En esta época del año, cuidar los materiales de tu baño no solo es una cuestión de estética, también de durabilidad. La cerámica y los mosaicos, aunque resistentes, requieren algunos cuidados básicos para mantenerse en perfecto estado, especialmente si vives en zonas donde la humedad es más persistente.
1. Limpieza regular con productos adecuados
Evita limpiadores agresivos o abrasivos que puedan deteriorar el brillo o la superficie del material. Opta por productos neutros o específicos para cerámica. En el caso de mosaicos vítreos, lo mejor es usar esponjas suaves y evitar cepillos duros que puedan rayar.
2. Ventilación: tu mejor aliada contra el moho
Después de ducharte, deja la puerta abierta y, si puedes, abre una ventana. Si no tienes ventilación natural, usa un extractor o deshumidificador para evitar la condensación en juntas, paredes y esquinas.
3. Atención especial a las juntas
Las juntas son el lugar favorito del moho y las bacterias. Límpialas con frecuencia con un cepillo suave y vinagre blanco o productos específicos. Si ves que están ennegrecidas o deterioradas, es el momento de renovarlas.
4. Protege las zonas más expuestas
En baños sin mampara o con cortinas, el agua tiende a salpicar más. Asegúrate de secar estas zonas después del uso para evitar que la humedad se acumule en el suelo o en la pared.
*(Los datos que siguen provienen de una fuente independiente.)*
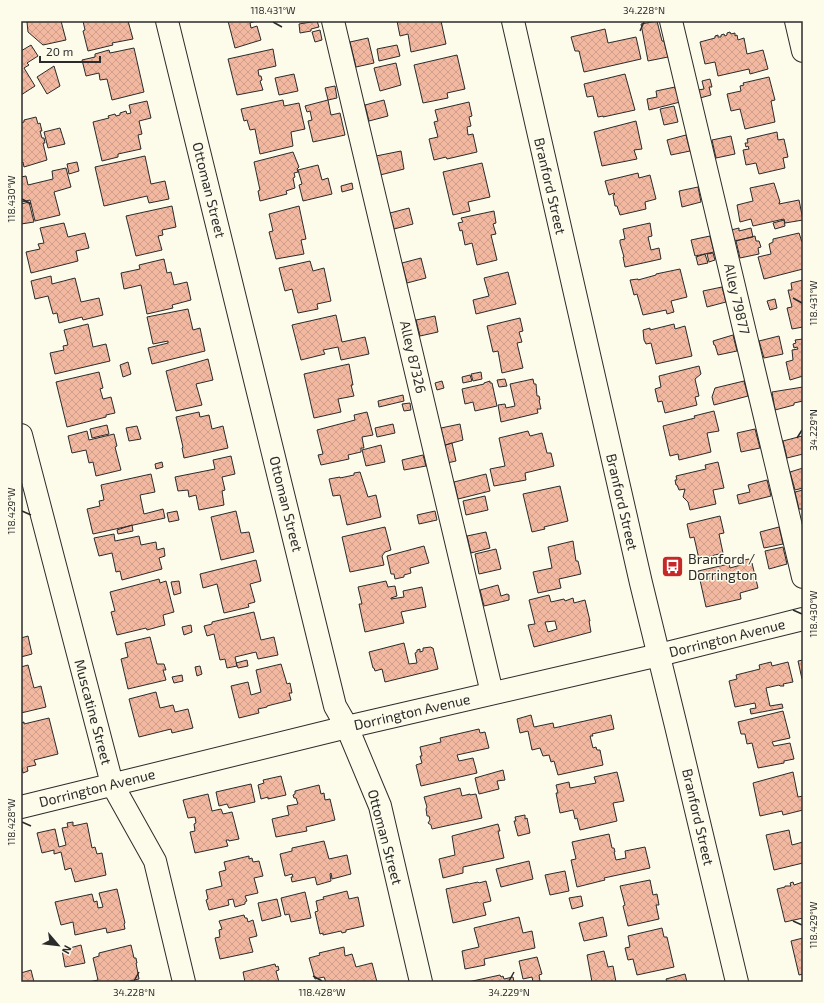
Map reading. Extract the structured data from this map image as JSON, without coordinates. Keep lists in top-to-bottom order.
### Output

5. Usa alfombras antideslizantes y lavables
Evitan resbalones, protegen el pavimento y, al ser lavables, ayudan a mantener una buena higiene en el baño durante los meses más húmedos del año.
🛁 Cuida tu baño, gana en confort
Con estos pequeños gestos alargarás la vida útil de tus revestimientos y disfrutarás de un baño más limpio, seguro y confortable todo el otoño.